» Instructions to follow
Print the data below again in full, exactly as it stands, with no images.

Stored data
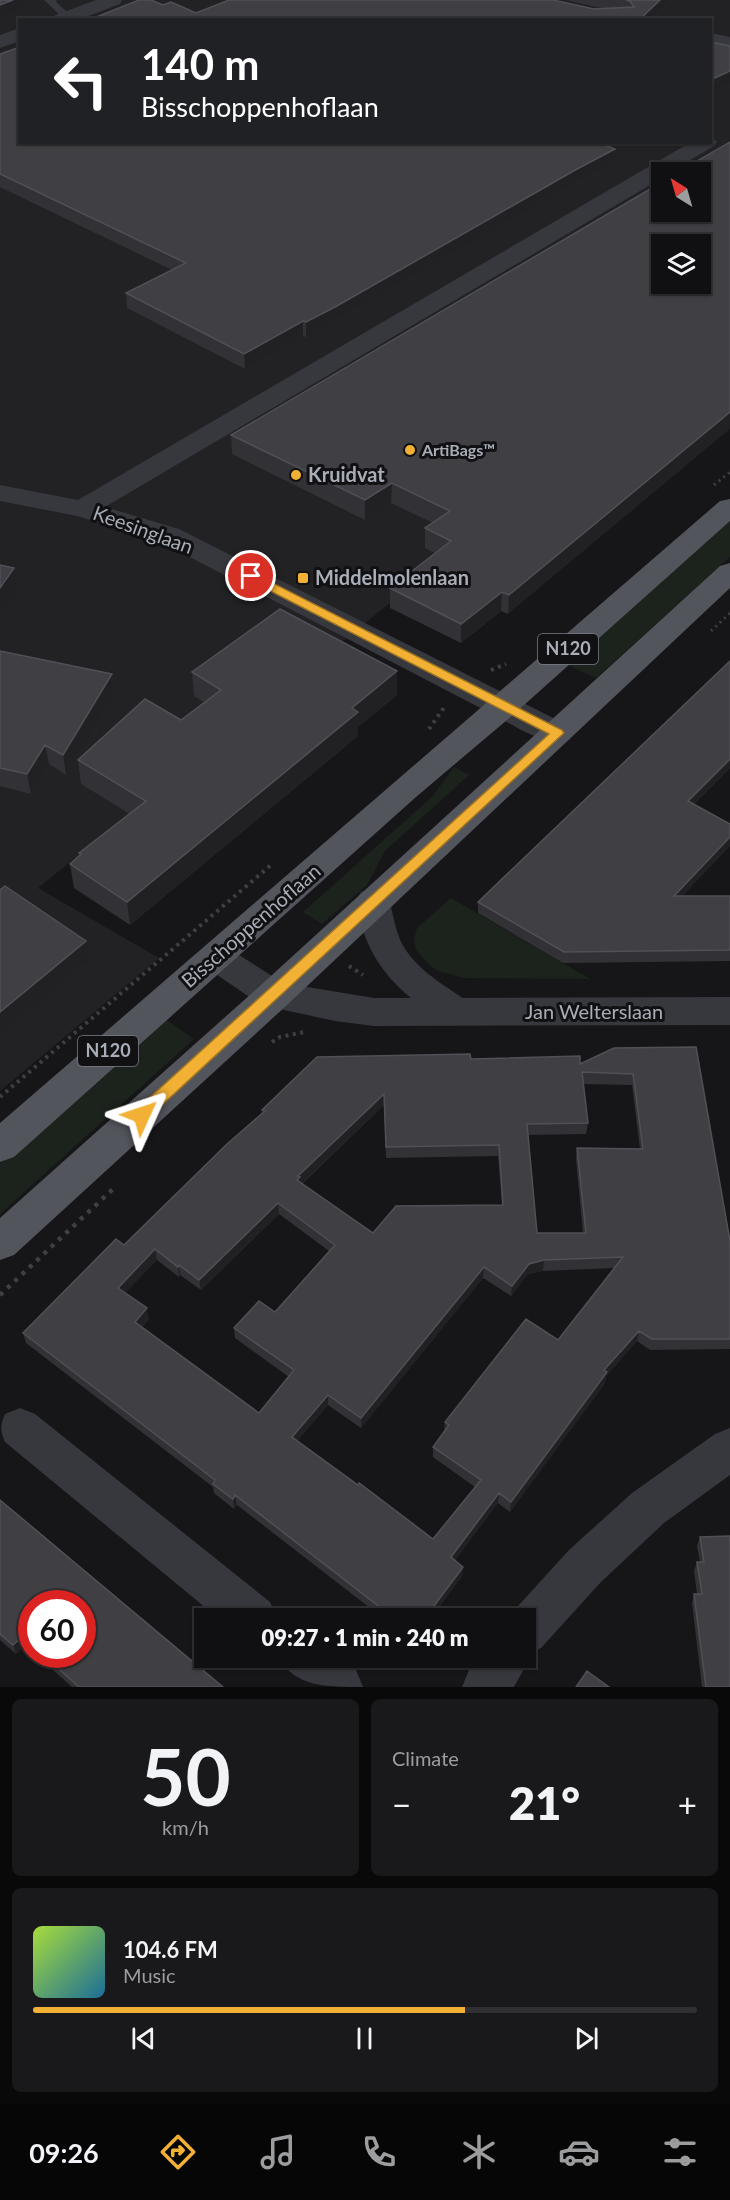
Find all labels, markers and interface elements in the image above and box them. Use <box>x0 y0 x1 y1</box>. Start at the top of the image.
text: 140 m <box>141 39 259 89</box>
icon: left <box>42 42 120 120</box>
text: Bisschoppenhoflaan <box>141 90 379 123</box>
north arrow <box>651 162 711 222</box>
map controls <box>651 162 711 294</box>
button: layers <box>651 234 711 294</box>
place label: ArtiBags™ <box>421 440 495 459</box>
marker: ArtiBags™ <box>403 443 417 457</box>
place label: Kruidvat <box>308 462 385 486</box>
marker: Kruidvat <box>289 468 303 482</box>
street label: Keesinglaan <box>90 500 196 558</box>
pin <box>225 550 276 601</box>
icon: arrive <box>234 559 267 592</box>
place label: Middelmolenlaan <box>315 565 469 589</box>
marker: Middelmolenlaan <box>296 571 310 585</box>
road number: N120 <box>538 634 598 664</box>
street label: Bisschoppenhoflaan <box>176 858 325 992</box>
street label: Jan Welterslaan <box>525 999 663 1023</box>
road number: N120 <box>78 1036 138 1066</box>
position arrow <box>110 1083 174 1147</box>
speed limit sign: 60 <box>18 1590 96 1668</box>
text: 09:27 · 1 min · 240 m <box>262 1624 468 1651</box>
text: 50 <box>140 1729 231 1823</box>
text: Climate <box>392 1746 459 1770</box>
text: 21° <box>509 1776 580 1830</box>
text: − <box>392 1784 411 1824</box>
text: + <box>678 1784 697 1824</box>
text: km/h <box>162 1815 209 1839</box>
text: 104.6 FM <box>123 1936 218 1963</box>
text: Music <box>123 1963 176 1987</box>
icon: previous <box>127 2022 160 2055</box>
icon: pause <box>348 2022 381 2055</box>
icon: next <box>570 2022 603 2055</box>
icon: directions <box>157 2131 199 2173</box>
icon: music <box>257 2131 299 2173</box>
icon: phone <box>358 2131 400 2173</box>
icon: climate <box>458 2131 500 2173</box>
icon: car <box>558 2131 600 2173</box>
icon: filters <box>659 2131 701 2173</box>
text: 09:26 <box>29 2136 99 2169</box>

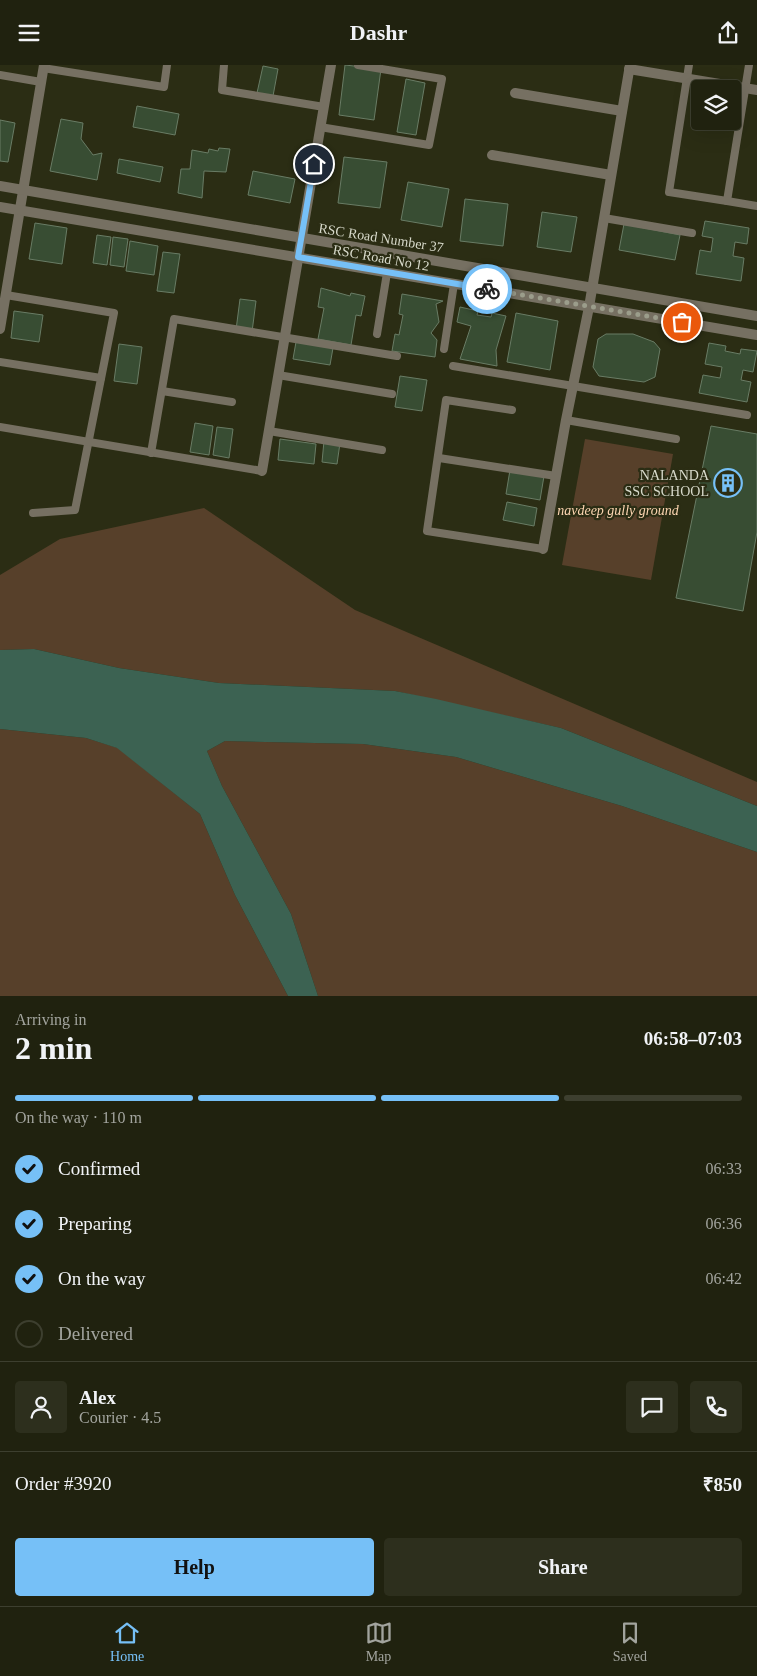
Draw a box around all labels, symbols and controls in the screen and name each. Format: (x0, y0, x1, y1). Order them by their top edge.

» Task solution
Find all labels, markers and interface elements in the image above and box them. Use <box>x0 y0 x1 y1</box>. Start at the top of the image.
text: 140 m <box>141 39 259 89</box>
icon: left <box>42 42 120 120</box>
text: Bisschoppenhoflaan <box>141 90 379 123</box>
north arrow <box>651 162 711 222</box>
map controls <box>651 162 711 294</box>
button: layers <box>651 234 711 294</box>
place label: ArtiBags™ <box>421 440 495 459</box>
marker: ArtiBags™ <box>403 443 417 457</box>
place label: Kruidvat <box>308 462 385 486</box>
marker: Kruidvat <box>289 468 303 482</box>
street label: Keesinglaan <box>90 500 196 558</box>
pin <box>225 550 276 601</box>
icon: arrive <box>234 559 267 592</box>
place label: Middelmolenlaan <box>315 565 469 589</box>
marker: Middelmolenlaan <box>296 571 310 585</box>
road number: N120 <box>538 634 598 664</box>
street label: Bisschoppenhoflaan <box>176 858 325 992</box>
street label: Jan Welterslaan <box>525 999 663 1023</box>
road number: N120 <box>78 1036 138 1066</box>
position arrow <box>110 1083 174 1147</box>
speed limit sign: 60 <box>18 1590 96 1668</box>
text: 09:27 · 1 min · 240 m <box>262 1624 468 1651</box>
text: 50 <box>140 1729 231 1823</box>
text: Climate <box>392 1746 459 1770</box>
text: 21° <box>509 1776 580 1830</box>
text: − <box>392 1784 411 1824</box>
text: + <box>678 1784 697 1824</box>
text: km/h <box>162 1815 209 1839</box>
text: 104.6 FM <box>123 1936 218 1963</box>
text: Music <box>123 1963 176 1987</box>
icon: previous <box>127 2022 160 2055</box>
icon: pause <box>348 2022 381 2055</box>
icon: next <box>570 2022 603 2055</box>
icon: directions <box>157 2131 199 2173</box>
icon: music <box>257 2131 299 2173</box>
icon: phone <box>358 2131 400 2173</box>
icon: climate <box>458 2131 500 2173</box>
icon: car <box>558 2131 600 2173</box>
icon: filters <box>659 2131 701 2173</box>
text: 09:26 <box>29 2136 99 2169</box>

Draw a box around all labels, symbols and controls in the screen and name each. Format: (x0, y0, x1, y1). Order them by their top edge.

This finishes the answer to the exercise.